Every so often, a study comes out that makes me want to cheer.

I can talk about the importance of being yourself as much as I like. But unless there’s research to back it, it’s just my opinion.

And that opinion isn’t shared by old-school dating advice, which tells women to fit in or else. If you want a man, you shouldn’t rock the boat. You should be ladylike, accommodating, and appropriate. Don’t risk scaring him off by revealing anything too odd about yourself.

Luckily, scientific inquiry seems to be pointing us toward a different conclusion.

It turns out that old-school dating advice is all wrong.

Modern men want nonconformist women.

They want women who rock the boat. Women who don’t fit in. Women with idiosyncrasies and quirks that make them smile.

The authors of this particular piece of research[1] wanted to be extra sure, so they designed five separate studies to test the hypothesis that men prefer nonconformist women.

The first thing they found was that women overestimate the degree to which men find conformist women attractive.
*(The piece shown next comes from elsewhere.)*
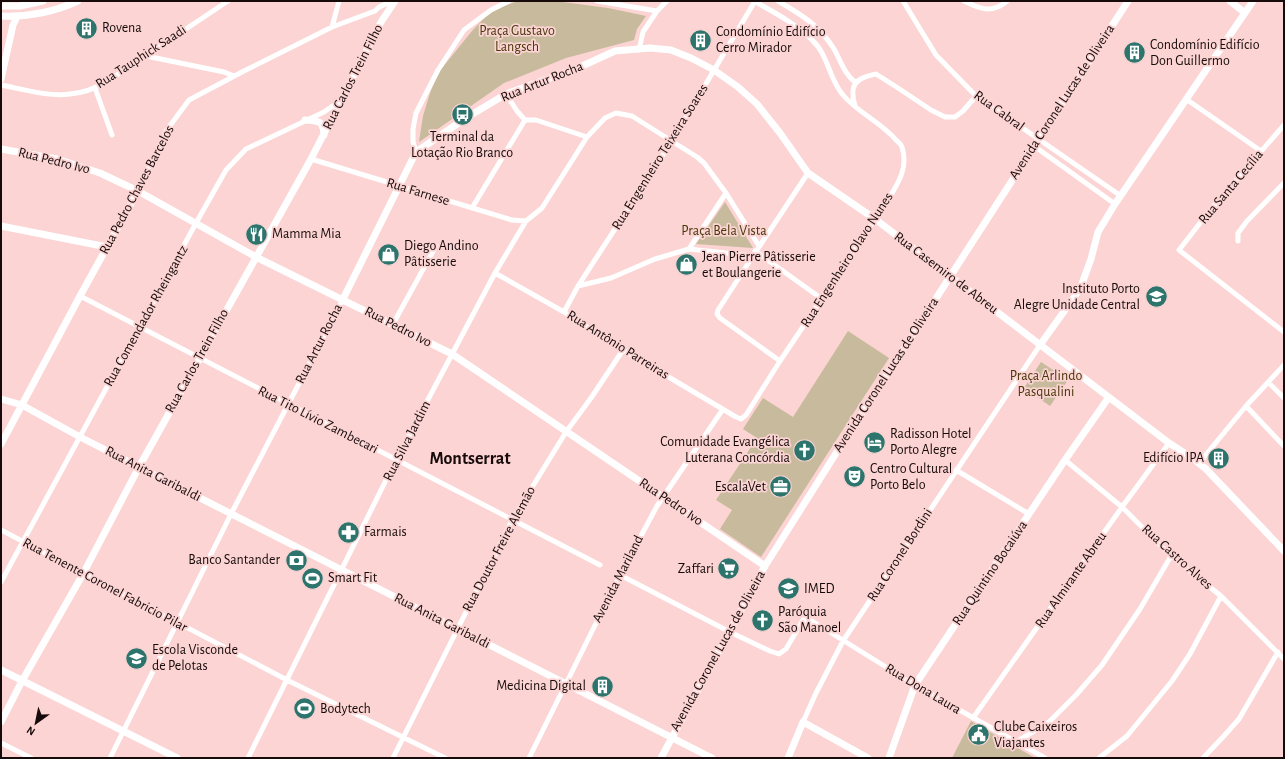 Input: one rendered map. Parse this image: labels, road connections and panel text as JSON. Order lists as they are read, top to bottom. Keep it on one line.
{"streets":{"street":["Rua Tauphick Saadi","Rua Carlos Trein Filho","Rua Artur Rocha","Avenida Coronel Lucas de Oliveira","Rua Cabral","Rua Engenheiro Teixeira Soares","Rua Pedro Ivo","Rua Santa Cecília","Rua Pedro Chaves Barcelos","Rua Farnese","Rua Engenheiro Olavo Nunes","Rua Casemiro de Abreu","Rua Comendador Rheingantz","Rua Antônio Parreiras","Rua Tito Lívio Zambecari","Rua Silva Jardim","Rua Anita Garibaldi","Rua Doutor Freire Alemão","Rua Coronel Bordini","Rua Castro Alves","Rua Quintino Bocaiúva","Avenida Mariland","Rua Almirante Abreu","Rua Tenente Coronel Fabricio Pilar","Rua Dona Laura"]},"crossings":[["Rua Carlos Trein Filho","Rua Pedro Ivo"],["Rua Carlos Trein Filho","Rua Pedro Chaves Barcelos"],["Rua Carlos Trein Filho","Rua Farnese"],["Rua Carlos Trein Filho","Rua Comendador Rheingantz"],["Rua Carlos Trein Filho","Rua Tito Lívio Zambecari"],["Rua Carlos Trein Filho","Rua Anita Garibaldi"],["Rua Carlos Trein Filho","Rua Tenente Coronel Fabricio Pilar"],["Rua Artur Rocha","Rua Pedro Ivo"],["Rua Artur Rocha","Rua Farnese"],["Rua Artur Rocha","Rua Casemiro de Abreu"],["Rua Artur Rocha","Rua Tito Lívio Zambecari"],["Rua Artur Rocha","Rua Anita Garibaldi"],["Rua Artur Rocha","Rua Tenente Coronel Fabricio Pilar"],["Avenida Coronel Lucas de Oliveira","Rua Cabral"],["Avenida Coronel Lucas de Oliveira","Rua Pedro Ivo"],["Avenida Coronel Lucas de Oliveira","Rua Casemiro de Abreu"],["Avenida Coronel Lucas de Oliveira","Rua Anita Garibaldi"],["Avenida Coronel Lucas de Oliveira","Rua Dona Laura"],["Rua Cabral","Rua Coronel Bordini"],["Rua Engenheiro Teixeira Soares","Rua Engenheiro Olavo Nunes"],["Rua Engenheiro Teixeira Soares","Rua Casemiro de Abreu"],["Rua Engenheiro Teixeira Soares","Rua Antônio Parreiras"],["Rua Engenheiro Teixeira Soares","Rua Silva Jardim"],["Rua Pedro Ivo","Rua Pedro Chaves Barcelos"],["Rua Pedro Ivo","Rua Comendador Rheingantz"],["Rua Pedro Ivo","Rua Silva Jardim"],["Rua Pedro Ivo","Rua Doutor Freire Alemão"],["Rua Pedro Ivo","Avenida Mariland"],["Rua Pedro Chaves Barcelos","Rua Tito Lívio Zambecari"],["Rua Pedro Chaves Barcelos","Rua Anita Garibaldi"],["Rua Farnese","Rua Silva Jardim"],["Rua Engenheiro Olavo Nunes","Rua Casemiro de Abreu"],["Rua Engenheiro Olavo Nunes","Rua Antônio Parreiras"],["Rua Casemiro de Abreu","Rua Coronel Bordini"],["Rua Casemiro de Abreu","Rua Quintino Bocaiúva"],["Rua Casemiro de Abreu","Rua Almirante Abreu"],["Rua Comendador Rheingantz","Rua Tito Lívio Zambecari"],["Rua Comendador Rheingantz","Rua Anita Garibaldi"],["Rua Comendador Rheingantz","Rua Tenente Coronel Fabricio Pilar"],["Rua Antônio Parreiras","Rua Silva Jardim"],["Rua Antônio Parreiras","Rua Doutor Freire Alemão"],["Rua Antônio Parreiras","Avenida Mariland"],["Rua Tito Lívio Zambecari","Rua Silva Jardim"],["Rua Tito Lívio Zambecari","Rua Doutor Freire Alemão"],["Rua Silva Jardim","Rua Anita Garibaldi"],["Rua Silva Jardim","Rua Tenente Coronel Fabricio Pilar"],["Rua Anita Garibaldi","Rua Doutor Freire Alemão"],["Rua Anita Garibaldi","Avenida Mariland"],["Rua Doutor Freire Alemão","Rua Tenente Coronel Fabricio Pilar"],["Rua Coronel Bordini","Rua Dona Laura"],["Rua Castro Alves","Rua Quintino Bocaiúva"],["Rua Castro Alves","Rua Almirante Abreu"],["Rua Quintino Bocaiúva","Rua Dona Laura"],["Rua Almirante Abreu","Rua Dona Laura"]],"districts":["Montserrat"],"parks":["Praça Gustavo Langsch","Praça Bela Vista","Praça Arlindo Pasqualini"],"places":{"building":["Rovena","Condomínio Edifício Cerro Mirador","Condomínio Edifício Don Guillermo","Edifício IPA","Medicina Digital"],"bus stop":["Terminal da Lotação Rio Branco"],"restaurant":["Mamma Mia"],"shop":["Diego Andino Pâtisserie","Jean Pierre Pâtisserie et Boulangerie"],"school or university":["Instituto Porto Alegre Unidade Central","IMED","Escola Visconde de Pelotas"],"hotel":["Radisson Hotel Porto Alegre"],"church":["Comunidade Evangélica Luterana Concórdia","Paróquia São Manoel"],"theatre":["Centro Cultural Porto Belo"],"office":["EscalaVet"],"pharmacy":["Farmais"],"bank":["Banco Santander"],"supermarket":["Zaffari"],"sports":["Smart Fit","Bodytech"],"public building":["Clube Caixeiros Viajantes"]},"north":"bottom left"}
Instead, men admire women whose opinions, lifestyle, and fashion make them stand out from the crowd.

That can be hard to swallow, especially if you’ve suffered in the past for being different. Anyone who survived high school knows that conformity wins admirers, while being different in any way makes you vulnerable.

But it’s not high school anymore.

In the grown-up world, consumers place a premium on anything that’s unique and hard-to-get. And that includes romantic partners.

In another part of the study, men were asked to think back on their exes. These men recalled their one-of-a-kind girlfriends most fondly. In fact, the more idiosyncratic she was, the more she was remembered with lingering love and affection.

When you think about how dating has changed in the past 100 years, this shift makes a lot of sense. Generations ago, a man would want to consider how well his future wife would fit into his culture and community.

But thanks to online dating, the modern dating pool has expanded beyond comprehension. There are so many options. How in the world can anyone make an informed decision about who to pursue?


They pick the profiles and people who stand out.

That goes for appearances, too. Think men prefer women who look the way women are “supposed” to look? Think again.

Pick up any magazine, and you’ll see image after image of the ideal woman. You’ve probably compared yourself against her a million times. But all those women look the same. It’s hard to remember any particular one.

That’s why your “flaws” actually work in your favor. When you have a unique feature—such as a prominent nose, freckles, or untamable hair—you stand out from the crowd. You don’t look like a Barbie doll, and men do notice.

There’s a secret to the perfect balance between being normal and being weird. It lies in celebrating just one or two of your most unusual traits.

Instead of trying to be different from everybody on everything, pick just a couple of things about yourself that you love, then celebrate them unashamedly.

I call it the “Spice Girls Effect.”

The Spice Girls was a 1990s girl band that became one of the most lucrative pop groups of all time, thanks to hits like “Wannabe.” But what made them stand out wasn’t necessarily their music or their “girl power” message. It was the way they were marketed.

Each girl was given a nickname based on some aspect of her personality. Their fans may not have known each girl’s real name, but they knew exactly who Sporty Spice, Posh Spice, Baby Spice, and the others were.

If you had to come up with a nickname for yourself, what would it be?

What are you known for? What role do you play in your group of friends? What do you love most in life? What do you spend most of your time doing?

Your nickname should be accurate, not aspirational. Don’t pick what you think is your most attractive trait. Pick something that’s raw, genuine, and from the heart.

What we’re known for isn’t always what we wish we were known for. But if it makes you stand out, don’t immediately rule it out.

Men don’t want perfect Barbie dolls. They want real women with real opinions and the courage to stand up for what they believe.

Don’t just believe me. Believe the research. Conformity is out; nonconformity is in.

Being yourself is pretty good after all.